== Action item ==
Only one stretch of the listing below is wanted. Give it again exactly, from the line with "Extract the structured data from this image" through the line with "Instruction: Transcribe the".

== Input for this task ==

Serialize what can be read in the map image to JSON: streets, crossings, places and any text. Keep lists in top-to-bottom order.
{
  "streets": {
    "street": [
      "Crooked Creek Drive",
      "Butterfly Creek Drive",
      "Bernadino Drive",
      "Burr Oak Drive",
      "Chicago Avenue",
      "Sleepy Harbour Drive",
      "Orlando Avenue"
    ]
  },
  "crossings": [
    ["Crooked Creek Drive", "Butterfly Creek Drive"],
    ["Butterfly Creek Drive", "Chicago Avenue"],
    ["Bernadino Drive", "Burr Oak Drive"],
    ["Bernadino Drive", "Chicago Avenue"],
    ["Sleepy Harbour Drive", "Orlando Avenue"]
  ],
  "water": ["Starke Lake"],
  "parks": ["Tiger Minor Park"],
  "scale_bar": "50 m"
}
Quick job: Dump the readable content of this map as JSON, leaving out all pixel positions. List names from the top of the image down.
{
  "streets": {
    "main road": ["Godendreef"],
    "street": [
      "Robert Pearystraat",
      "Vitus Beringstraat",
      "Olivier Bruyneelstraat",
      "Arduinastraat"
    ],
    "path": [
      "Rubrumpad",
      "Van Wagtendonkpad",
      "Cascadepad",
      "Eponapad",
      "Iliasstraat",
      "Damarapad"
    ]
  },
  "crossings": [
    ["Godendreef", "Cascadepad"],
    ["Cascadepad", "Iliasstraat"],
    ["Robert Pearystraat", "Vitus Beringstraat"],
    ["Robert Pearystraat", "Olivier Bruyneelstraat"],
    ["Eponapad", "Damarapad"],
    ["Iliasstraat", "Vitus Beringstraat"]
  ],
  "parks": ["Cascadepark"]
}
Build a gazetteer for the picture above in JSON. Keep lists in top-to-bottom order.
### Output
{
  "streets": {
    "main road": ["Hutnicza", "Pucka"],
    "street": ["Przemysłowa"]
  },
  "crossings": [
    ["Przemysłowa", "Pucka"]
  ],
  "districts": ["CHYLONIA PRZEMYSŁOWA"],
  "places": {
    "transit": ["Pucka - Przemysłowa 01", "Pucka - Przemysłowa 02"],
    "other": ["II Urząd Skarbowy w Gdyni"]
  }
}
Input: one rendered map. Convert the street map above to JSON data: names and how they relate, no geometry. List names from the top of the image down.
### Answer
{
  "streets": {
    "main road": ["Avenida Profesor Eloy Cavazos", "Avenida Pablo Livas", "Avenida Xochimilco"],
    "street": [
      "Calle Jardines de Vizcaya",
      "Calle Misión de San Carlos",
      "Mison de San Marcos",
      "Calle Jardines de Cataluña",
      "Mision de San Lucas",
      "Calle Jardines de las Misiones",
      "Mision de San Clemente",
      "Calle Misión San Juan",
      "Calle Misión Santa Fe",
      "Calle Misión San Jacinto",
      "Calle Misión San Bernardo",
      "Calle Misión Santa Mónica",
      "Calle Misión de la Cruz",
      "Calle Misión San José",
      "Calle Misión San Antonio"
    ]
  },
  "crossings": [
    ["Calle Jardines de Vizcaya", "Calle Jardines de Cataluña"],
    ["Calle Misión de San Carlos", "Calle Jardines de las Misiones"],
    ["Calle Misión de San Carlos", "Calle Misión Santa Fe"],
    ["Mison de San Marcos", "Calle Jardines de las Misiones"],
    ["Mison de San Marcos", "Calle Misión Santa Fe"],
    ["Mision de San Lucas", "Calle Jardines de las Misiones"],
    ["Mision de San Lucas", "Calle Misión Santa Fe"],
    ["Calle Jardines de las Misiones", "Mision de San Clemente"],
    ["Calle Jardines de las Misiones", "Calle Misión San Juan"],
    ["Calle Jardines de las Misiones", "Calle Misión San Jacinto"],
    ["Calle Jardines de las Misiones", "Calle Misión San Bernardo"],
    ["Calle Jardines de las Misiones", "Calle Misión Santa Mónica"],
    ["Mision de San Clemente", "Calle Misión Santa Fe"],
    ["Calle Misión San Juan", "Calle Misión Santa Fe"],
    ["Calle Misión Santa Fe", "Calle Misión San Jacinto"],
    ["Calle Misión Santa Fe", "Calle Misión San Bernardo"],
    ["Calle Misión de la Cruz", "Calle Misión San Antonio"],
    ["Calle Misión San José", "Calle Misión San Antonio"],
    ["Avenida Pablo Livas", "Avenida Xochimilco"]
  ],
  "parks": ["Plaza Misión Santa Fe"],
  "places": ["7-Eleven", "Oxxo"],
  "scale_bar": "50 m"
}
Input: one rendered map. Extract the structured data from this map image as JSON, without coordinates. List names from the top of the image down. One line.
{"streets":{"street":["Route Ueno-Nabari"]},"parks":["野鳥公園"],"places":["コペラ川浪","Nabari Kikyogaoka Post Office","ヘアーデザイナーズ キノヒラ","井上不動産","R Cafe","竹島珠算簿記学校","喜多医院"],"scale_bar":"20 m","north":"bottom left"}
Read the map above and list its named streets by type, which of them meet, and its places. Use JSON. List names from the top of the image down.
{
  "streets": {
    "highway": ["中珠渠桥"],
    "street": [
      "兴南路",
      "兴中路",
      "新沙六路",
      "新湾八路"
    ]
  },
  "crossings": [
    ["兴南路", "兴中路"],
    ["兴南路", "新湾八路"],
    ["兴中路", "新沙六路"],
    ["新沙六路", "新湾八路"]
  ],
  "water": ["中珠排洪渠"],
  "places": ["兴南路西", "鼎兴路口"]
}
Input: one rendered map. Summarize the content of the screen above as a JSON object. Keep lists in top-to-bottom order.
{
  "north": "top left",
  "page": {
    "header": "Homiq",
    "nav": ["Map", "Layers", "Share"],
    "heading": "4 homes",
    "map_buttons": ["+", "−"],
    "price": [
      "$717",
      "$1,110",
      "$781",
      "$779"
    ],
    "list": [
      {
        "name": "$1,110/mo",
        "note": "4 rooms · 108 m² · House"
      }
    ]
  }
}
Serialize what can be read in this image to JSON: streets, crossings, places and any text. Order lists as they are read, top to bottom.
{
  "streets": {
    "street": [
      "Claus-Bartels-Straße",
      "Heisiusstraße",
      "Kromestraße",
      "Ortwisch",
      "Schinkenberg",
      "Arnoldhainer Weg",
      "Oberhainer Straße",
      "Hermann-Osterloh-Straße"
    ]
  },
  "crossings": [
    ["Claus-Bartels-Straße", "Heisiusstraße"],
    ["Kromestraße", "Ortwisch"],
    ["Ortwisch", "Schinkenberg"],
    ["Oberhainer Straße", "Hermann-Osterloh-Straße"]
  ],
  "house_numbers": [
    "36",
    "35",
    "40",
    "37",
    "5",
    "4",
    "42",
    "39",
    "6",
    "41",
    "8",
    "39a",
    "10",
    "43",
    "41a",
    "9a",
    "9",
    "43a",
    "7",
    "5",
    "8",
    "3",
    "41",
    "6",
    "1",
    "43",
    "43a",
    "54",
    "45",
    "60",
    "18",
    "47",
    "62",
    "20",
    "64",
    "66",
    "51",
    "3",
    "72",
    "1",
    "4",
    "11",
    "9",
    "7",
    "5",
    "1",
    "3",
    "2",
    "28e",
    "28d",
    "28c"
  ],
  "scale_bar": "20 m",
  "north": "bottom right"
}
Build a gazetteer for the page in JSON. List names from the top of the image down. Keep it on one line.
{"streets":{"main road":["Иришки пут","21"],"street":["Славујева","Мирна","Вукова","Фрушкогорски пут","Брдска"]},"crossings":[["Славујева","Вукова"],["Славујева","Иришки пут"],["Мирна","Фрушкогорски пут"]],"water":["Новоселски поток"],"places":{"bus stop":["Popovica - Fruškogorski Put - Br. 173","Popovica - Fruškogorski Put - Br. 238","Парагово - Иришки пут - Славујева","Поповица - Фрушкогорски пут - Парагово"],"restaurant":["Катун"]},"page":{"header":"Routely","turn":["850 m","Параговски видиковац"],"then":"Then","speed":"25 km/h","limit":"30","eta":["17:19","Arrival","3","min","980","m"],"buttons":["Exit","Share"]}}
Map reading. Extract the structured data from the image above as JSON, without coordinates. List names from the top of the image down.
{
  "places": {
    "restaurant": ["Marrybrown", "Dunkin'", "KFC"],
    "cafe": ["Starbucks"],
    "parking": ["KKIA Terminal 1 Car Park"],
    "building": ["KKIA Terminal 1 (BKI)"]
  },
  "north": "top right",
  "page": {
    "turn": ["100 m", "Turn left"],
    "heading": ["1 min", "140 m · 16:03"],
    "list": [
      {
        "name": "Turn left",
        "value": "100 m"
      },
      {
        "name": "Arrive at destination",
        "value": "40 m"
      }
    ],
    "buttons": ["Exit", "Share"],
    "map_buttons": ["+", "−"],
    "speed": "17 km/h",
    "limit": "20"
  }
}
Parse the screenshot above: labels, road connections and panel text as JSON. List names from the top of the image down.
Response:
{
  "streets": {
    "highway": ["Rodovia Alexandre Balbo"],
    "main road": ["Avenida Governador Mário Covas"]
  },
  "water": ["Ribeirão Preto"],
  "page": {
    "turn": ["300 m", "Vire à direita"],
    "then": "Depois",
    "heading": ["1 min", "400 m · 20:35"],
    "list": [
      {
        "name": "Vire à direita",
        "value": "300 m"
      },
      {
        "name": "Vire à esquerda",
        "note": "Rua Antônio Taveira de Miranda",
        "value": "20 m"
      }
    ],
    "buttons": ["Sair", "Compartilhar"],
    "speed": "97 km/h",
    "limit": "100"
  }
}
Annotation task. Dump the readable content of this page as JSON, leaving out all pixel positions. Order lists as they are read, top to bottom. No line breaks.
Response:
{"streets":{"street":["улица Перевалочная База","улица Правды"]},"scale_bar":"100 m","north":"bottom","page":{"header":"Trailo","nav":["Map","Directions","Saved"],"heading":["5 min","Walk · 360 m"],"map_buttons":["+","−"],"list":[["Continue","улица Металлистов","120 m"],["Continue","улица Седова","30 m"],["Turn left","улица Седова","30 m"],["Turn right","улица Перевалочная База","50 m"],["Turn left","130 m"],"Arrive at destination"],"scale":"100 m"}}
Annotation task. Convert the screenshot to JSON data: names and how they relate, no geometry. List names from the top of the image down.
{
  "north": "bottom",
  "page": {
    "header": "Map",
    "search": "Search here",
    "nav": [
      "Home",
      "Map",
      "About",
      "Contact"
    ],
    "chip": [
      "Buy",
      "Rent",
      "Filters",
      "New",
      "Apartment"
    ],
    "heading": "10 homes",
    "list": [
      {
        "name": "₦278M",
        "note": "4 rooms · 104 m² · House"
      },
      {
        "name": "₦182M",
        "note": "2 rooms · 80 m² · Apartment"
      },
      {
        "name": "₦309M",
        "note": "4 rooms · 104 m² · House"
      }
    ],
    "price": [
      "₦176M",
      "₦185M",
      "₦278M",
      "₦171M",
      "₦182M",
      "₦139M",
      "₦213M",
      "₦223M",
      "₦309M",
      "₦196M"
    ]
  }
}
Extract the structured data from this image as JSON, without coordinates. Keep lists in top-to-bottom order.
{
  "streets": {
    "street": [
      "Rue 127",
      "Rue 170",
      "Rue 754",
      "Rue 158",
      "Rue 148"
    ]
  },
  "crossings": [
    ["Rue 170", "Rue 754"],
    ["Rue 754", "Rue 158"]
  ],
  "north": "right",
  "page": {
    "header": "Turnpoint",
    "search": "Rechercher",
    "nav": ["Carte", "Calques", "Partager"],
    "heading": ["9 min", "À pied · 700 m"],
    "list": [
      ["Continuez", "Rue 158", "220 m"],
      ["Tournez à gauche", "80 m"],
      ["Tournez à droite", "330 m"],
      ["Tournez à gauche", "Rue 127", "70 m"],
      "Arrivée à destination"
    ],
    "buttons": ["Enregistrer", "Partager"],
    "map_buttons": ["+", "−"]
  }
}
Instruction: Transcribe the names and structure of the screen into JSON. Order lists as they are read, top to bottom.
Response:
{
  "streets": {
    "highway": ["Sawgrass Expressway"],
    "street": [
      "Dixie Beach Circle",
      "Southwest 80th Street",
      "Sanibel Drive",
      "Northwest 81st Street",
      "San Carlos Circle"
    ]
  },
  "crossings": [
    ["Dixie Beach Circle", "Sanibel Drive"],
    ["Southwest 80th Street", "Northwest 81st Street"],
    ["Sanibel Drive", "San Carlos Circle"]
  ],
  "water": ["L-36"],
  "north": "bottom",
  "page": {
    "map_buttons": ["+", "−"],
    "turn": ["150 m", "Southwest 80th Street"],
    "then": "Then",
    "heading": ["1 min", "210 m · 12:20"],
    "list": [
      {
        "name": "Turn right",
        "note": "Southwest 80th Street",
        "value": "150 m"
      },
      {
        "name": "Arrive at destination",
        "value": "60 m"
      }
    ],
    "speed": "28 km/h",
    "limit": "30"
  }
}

== Solution to this exercise ==
Extract the structured data from this image as JSON, without coordinates. Keep lists in top-to-bottom order.
{
  "streets": {
    "street": [
      "Rue 127",
      "Rue 170",
      "Rue 754",
      "Rue 158",
      "Rue 148"
    ]
  },
  "crossings": [
    ["Rue 170", "Rue 754"],
    ["Rue 754", "Rue 158"]
  ],
  "north": "right",
  "page": {
    "header": "Turnpoint",
    "search": "Rechercher",
    "nav": ["Carte", "Calques", "Partager"],
    "heading": ["9 min", "À pied · 700 m"],
    "list": [
      ["Continuez", "Rue 158", "220 m"],
      ["Tournez à gauche", "80 m"],
      ["Tournez à droite", "330 m"],
      ["Tournez à gauche", "Rue 127", "70 m"],
      "Arrivée à destination"
    ],
    "buttons": ["Enregistrer", "Partager"],
    "map_buttons": ["+", "−"]
  }
}
Instruction: Transcribe the names and structure of the screen into JSON. Order lists as they are read, top to bottom.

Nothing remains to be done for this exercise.